▸ Exercise instructions
Please count how many lines below contain the word "symbols" and give nothing but that figure.

(Items listed in a dataset)
▶

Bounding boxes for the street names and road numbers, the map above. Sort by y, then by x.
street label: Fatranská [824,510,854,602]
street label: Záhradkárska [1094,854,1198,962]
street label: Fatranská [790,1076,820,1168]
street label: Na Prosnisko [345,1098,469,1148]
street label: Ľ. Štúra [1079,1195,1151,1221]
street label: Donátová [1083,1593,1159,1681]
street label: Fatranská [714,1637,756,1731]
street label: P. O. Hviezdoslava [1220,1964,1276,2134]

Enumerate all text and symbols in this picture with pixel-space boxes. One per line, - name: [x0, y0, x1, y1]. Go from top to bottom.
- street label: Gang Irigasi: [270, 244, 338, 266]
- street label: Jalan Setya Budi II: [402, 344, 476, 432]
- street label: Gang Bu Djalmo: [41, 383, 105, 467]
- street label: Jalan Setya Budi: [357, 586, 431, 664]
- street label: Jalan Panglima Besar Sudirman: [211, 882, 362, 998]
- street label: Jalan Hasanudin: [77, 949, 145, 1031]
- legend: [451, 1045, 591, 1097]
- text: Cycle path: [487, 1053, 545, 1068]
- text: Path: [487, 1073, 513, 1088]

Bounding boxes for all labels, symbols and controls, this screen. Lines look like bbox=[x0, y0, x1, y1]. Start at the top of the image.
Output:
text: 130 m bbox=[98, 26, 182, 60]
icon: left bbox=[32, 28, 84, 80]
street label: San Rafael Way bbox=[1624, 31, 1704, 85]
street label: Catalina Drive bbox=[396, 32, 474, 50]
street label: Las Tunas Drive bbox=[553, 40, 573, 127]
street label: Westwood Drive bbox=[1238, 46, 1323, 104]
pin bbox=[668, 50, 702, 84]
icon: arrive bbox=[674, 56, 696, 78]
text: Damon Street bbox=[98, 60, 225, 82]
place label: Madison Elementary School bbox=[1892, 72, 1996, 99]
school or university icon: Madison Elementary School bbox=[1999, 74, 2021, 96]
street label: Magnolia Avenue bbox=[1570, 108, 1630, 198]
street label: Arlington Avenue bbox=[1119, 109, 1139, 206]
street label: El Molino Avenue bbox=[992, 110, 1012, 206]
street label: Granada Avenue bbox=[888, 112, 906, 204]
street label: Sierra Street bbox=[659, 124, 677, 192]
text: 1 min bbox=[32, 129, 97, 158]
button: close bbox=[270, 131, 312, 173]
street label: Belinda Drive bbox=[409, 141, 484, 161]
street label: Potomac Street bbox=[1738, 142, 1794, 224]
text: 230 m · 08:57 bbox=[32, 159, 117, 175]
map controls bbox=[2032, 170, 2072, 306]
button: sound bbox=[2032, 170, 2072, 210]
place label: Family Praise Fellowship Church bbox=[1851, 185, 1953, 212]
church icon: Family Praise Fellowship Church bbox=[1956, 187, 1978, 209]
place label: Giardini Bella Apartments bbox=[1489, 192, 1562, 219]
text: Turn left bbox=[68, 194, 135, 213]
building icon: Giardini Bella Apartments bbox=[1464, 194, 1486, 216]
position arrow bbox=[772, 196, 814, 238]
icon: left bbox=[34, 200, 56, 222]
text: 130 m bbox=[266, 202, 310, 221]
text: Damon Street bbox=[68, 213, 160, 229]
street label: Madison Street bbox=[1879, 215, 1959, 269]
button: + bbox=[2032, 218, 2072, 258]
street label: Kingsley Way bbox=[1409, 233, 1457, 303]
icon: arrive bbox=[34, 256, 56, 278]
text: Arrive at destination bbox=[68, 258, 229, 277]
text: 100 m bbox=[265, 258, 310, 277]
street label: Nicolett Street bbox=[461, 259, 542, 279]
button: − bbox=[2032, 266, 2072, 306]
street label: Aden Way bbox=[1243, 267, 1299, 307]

◀

▸ Written reply
2